_Problem to work on_
If a line of the data below holds the word "Lycée", list it.

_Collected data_
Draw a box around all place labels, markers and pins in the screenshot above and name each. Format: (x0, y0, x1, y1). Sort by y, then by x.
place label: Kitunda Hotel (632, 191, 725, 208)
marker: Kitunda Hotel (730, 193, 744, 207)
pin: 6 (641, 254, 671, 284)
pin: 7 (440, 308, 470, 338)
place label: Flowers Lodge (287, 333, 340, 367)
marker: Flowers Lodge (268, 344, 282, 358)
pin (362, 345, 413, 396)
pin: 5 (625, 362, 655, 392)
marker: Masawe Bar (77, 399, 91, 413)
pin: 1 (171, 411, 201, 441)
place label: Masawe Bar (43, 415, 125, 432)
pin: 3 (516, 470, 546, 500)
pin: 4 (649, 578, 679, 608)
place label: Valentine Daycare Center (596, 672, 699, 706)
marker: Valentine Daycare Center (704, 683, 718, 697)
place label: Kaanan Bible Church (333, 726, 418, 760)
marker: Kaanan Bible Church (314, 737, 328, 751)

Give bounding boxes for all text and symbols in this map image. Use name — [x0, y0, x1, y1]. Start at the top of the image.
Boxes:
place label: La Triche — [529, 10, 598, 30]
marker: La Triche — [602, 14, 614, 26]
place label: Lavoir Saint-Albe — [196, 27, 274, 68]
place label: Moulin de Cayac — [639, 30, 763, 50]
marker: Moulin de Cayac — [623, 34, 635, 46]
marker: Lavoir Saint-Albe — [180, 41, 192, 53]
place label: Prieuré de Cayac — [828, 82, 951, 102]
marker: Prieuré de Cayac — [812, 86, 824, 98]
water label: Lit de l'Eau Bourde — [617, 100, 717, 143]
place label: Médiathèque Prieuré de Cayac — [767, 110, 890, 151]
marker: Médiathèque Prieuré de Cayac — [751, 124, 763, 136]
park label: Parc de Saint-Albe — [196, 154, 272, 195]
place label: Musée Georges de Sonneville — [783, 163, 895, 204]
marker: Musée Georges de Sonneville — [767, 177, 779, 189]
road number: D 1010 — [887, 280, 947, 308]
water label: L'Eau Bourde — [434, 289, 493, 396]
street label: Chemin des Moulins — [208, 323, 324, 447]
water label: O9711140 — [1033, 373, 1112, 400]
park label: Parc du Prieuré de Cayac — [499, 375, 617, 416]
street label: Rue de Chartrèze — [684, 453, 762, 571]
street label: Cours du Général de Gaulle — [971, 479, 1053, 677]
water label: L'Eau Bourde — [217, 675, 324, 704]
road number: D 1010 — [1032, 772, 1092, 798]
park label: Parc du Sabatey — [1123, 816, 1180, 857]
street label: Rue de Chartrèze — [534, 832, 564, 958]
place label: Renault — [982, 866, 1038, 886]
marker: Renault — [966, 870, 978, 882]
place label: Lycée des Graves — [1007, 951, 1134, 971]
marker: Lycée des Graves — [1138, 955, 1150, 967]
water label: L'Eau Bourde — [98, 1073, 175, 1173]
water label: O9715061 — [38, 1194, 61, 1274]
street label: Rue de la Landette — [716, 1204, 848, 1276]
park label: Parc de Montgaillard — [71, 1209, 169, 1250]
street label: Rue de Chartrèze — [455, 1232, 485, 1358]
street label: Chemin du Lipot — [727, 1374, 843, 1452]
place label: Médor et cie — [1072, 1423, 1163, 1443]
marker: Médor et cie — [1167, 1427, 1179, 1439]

_Reply_
place label: Lycée des Graves — [1007, 951, 1134, 971]
marker: Lycée des Graves — [1138, 955, 1150, 967]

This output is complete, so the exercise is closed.